DATA FOR PROCESSING →

··········

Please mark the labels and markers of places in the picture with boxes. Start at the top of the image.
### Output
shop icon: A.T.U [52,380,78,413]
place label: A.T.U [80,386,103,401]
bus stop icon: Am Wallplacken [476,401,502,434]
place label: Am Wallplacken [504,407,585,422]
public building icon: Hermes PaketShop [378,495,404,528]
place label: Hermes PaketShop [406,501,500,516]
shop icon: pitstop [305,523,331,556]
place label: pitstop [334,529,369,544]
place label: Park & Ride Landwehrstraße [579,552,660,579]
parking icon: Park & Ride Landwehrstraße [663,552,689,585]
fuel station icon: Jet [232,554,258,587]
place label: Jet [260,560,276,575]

··········

YOUR TASK → A faithful copy of the whole listing is needed.

SOLUTION →
Please mark the labels and markers of places in the picture with boxes. Start at the top of the image.
### Output
shop icon: A.T.U [52,380,78,413]
place label: A.T.U [80,386,103,401]
bus stop icon: Am Wallplacken [476,401,502,434]
place label: Am Wallplacken [504,407,585,422]
public building icon: Hermes PaketShop [378,495,404,528]
place label: Hermes PaketShop [406,501,500,516]
shop icon: pitstop [305,523,331,556]
place label: pitstop [334,529,369,544]
place label: Park & Ride Landwehrstraße [579,552,660,579]
parking icon: Park & Ride Landwehrstraße [663,552,689,585]
fuel station icon: Jet [232,554,258,587]
place label: Jet [260,560,276,575]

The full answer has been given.